### [Task]
Pick out each line with the word "absolute" from the material that follows.

□ □ □ □ □ □ □

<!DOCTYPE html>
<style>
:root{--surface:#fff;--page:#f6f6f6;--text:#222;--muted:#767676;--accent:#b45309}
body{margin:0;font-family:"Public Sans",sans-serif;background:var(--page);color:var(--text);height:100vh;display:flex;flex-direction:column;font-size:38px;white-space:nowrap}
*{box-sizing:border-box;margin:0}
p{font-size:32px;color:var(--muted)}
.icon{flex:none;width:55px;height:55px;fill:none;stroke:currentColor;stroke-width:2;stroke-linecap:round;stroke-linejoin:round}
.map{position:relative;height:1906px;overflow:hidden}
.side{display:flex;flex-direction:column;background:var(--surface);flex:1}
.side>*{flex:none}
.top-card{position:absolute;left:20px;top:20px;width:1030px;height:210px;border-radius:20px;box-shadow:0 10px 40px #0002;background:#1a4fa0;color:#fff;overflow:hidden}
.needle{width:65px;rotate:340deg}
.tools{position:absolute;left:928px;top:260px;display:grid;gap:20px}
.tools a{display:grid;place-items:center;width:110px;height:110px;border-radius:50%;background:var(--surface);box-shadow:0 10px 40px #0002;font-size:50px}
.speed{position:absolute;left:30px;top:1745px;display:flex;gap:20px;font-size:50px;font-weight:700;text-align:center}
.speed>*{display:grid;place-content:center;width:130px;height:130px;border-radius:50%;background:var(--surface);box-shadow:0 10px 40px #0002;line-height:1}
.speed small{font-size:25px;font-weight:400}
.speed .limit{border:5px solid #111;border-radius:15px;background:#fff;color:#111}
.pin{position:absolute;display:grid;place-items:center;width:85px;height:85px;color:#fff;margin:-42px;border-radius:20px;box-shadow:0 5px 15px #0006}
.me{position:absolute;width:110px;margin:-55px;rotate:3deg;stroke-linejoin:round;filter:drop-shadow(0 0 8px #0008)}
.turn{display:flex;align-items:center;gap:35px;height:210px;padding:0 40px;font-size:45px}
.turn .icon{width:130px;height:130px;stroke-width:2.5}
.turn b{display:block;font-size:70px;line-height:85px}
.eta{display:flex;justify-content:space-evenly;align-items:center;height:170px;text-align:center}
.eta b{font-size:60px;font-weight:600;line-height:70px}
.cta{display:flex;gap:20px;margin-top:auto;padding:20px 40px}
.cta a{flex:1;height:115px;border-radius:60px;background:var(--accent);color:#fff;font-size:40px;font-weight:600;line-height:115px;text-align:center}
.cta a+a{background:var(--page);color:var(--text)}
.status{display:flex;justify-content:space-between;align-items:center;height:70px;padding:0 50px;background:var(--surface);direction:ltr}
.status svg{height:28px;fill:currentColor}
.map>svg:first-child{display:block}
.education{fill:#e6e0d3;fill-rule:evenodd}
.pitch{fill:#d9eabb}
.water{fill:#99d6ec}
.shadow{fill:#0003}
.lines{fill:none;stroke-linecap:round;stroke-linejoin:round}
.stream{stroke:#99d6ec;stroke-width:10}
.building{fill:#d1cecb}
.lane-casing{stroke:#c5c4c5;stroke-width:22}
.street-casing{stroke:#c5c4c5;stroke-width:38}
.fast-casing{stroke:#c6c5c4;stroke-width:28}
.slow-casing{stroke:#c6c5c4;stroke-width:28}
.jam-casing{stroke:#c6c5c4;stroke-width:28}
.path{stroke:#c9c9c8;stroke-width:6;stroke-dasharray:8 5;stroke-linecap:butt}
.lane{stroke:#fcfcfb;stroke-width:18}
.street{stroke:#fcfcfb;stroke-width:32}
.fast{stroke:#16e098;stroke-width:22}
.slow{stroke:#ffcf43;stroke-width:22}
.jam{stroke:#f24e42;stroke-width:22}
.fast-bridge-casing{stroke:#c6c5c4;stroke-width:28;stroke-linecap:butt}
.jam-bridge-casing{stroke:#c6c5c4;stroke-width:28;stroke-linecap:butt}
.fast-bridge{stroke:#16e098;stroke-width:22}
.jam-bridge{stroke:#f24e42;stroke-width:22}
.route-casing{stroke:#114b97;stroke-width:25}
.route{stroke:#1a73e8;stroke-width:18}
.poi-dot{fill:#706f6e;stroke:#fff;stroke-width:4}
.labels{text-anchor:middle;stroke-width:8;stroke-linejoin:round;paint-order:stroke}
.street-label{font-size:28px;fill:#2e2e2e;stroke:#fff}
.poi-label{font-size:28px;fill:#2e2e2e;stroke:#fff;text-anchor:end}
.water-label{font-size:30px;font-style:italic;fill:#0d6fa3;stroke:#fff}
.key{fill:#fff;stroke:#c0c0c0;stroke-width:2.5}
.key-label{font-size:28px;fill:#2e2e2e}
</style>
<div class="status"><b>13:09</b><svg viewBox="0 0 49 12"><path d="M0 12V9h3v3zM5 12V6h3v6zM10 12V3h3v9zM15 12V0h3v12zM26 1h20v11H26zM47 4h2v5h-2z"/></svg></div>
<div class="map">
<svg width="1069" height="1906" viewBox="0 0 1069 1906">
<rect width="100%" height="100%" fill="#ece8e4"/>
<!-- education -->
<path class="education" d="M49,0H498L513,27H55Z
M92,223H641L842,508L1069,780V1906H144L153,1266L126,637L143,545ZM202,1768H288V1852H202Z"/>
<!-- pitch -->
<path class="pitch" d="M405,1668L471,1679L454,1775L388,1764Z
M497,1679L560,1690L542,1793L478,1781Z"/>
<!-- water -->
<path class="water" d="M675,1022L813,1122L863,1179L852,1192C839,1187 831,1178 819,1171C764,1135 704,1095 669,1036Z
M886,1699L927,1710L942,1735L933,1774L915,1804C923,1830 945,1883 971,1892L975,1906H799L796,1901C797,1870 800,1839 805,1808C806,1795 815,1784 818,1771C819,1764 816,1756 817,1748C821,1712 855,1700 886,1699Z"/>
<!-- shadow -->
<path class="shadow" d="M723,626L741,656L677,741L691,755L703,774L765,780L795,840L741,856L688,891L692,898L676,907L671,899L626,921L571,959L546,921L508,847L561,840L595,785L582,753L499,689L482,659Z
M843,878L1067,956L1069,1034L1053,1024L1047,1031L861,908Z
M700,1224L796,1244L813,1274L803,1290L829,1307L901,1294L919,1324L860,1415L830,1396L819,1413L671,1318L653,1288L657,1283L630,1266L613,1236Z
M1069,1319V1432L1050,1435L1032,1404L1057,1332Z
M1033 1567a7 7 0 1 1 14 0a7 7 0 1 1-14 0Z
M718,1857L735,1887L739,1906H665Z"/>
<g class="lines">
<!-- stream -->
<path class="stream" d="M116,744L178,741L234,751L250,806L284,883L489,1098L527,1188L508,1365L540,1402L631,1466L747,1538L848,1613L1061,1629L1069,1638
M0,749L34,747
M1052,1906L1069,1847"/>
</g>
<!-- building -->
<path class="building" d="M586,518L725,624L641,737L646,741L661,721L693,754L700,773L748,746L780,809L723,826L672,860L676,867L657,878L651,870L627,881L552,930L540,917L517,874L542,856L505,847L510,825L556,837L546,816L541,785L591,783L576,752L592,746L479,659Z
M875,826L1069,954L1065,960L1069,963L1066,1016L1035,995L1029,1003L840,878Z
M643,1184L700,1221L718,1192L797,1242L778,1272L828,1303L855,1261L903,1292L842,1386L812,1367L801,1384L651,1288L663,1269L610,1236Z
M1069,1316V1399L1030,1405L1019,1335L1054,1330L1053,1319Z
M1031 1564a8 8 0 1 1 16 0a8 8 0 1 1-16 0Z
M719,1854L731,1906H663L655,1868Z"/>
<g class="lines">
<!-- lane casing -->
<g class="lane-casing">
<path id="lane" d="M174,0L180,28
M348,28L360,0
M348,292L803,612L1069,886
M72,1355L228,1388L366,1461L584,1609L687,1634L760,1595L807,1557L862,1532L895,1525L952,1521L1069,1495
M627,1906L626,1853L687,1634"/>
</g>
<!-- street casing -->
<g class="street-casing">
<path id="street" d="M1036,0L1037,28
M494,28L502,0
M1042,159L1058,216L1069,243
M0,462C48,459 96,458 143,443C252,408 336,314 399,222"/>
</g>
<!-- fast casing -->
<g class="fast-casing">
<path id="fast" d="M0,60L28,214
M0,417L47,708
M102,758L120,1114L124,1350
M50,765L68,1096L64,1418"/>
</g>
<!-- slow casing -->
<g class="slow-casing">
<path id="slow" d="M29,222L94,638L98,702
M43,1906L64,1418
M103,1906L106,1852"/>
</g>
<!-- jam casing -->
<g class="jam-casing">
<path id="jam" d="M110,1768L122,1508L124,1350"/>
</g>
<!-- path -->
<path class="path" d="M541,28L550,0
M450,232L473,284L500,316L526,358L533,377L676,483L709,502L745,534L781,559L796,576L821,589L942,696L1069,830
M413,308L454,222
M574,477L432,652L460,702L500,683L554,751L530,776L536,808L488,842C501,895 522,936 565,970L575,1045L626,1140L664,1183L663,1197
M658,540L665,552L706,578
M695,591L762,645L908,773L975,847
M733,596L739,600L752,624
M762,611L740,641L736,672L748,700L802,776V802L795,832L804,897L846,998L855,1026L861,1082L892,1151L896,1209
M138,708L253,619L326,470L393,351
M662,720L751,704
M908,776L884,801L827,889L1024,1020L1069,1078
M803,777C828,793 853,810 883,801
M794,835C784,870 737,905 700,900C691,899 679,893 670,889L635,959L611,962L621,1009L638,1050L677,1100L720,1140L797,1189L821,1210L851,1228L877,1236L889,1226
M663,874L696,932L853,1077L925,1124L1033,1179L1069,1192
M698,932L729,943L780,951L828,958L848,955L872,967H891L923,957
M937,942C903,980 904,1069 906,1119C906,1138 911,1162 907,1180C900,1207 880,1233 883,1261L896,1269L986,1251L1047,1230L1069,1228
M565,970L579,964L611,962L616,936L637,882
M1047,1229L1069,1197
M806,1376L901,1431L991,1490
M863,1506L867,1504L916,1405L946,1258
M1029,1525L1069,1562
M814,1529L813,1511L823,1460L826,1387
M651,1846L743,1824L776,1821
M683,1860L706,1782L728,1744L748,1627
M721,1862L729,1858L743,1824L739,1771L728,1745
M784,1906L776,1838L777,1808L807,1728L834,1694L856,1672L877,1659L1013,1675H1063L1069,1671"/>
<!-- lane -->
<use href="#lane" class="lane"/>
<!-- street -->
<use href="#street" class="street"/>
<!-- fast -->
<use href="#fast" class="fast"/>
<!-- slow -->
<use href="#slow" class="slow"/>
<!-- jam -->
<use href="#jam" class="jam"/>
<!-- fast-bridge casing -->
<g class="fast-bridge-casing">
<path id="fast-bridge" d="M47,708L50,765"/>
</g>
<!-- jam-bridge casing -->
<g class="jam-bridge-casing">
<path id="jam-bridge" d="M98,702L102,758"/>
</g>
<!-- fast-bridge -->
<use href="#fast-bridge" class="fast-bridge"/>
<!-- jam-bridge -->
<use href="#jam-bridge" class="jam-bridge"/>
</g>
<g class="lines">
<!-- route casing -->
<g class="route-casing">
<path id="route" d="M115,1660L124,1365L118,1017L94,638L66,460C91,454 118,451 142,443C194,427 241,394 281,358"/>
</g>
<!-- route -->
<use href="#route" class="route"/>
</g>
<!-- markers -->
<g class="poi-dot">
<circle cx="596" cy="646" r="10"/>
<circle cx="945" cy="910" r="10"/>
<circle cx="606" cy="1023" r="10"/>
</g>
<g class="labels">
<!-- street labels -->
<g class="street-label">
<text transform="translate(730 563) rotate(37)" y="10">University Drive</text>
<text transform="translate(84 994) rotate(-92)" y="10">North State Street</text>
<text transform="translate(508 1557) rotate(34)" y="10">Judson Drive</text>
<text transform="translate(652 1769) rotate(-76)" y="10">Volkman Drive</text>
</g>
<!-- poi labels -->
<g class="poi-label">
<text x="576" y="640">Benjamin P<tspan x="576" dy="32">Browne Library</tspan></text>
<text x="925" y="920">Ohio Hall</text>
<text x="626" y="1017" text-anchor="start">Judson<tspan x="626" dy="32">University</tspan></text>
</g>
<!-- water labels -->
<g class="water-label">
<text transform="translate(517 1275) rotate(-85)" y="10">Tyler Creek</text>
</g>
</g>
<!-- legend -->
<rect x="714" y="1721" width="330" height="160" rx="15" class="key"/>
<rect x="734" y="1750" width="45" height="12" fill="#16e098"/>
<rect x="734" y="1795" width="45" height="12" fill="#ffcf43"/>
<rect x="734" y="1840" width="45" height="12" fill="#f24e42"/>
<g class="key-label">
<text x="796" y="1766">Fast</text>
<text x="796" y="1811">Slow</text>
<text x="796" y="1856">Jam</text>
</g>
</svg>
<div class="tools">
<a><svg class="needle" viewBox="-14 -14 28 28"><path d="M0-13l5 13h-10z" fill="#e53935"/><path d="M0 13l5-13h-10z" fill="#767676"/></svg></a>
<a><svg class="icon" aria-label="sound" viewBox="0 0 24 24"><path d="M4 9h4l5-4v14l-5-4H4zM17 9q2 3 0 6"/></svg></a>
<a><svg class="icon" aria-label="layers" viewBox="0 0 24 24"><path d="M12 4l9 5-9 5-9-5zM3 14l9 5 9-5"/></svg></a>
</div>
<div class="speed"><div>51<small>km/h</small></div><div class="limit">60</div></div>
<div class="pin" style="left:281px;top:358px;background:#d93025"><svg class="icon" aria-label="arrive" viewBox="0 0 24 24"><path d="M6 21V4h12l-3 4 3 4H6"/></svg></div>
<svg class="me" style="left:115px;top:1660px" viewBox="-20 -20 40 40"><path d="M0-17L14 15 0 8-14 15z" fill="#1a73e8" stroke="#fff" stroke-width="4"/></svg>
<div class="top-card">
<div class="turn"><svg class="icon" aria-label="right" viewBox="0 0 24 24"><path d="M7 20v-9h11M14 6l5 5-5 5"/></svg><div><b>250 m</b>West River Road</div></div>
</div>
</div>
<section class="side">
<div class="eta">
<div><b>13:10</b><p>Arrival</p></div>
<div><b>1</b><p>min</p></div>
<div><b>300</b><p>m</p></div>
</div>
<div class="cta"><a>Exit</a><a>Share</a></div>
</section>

□ □ □ □ □ □ □

### [Exercise response]
.top-card{position:absolute;left:20px;top:20px;width:1030px;height:210px;border-radius:20px;box-shadow:0 10px 40px #0002;background:#1a4fa0;color:#fff;overflow:hidden}
.tools{position:absolute;left:928px;top:260px;display:grid;gap:20px}
.speed{position:absolute;left:30px;top:1745px;display:flex;gap:20px;font-size:50px;font-weight:700;text-align:center}
.pin{position:absolute;display:grid;place-items:center;width:85px;height:85px;color:#fff;margin:-42px;border-radius:20px;box-shadow:0 5px 15px #0006}
.me{position:absolute;width:110px;margin:-55px;rotate:3deg;stroke-linejoin:round;filter:drop-shadow(0 0 8px #0008)}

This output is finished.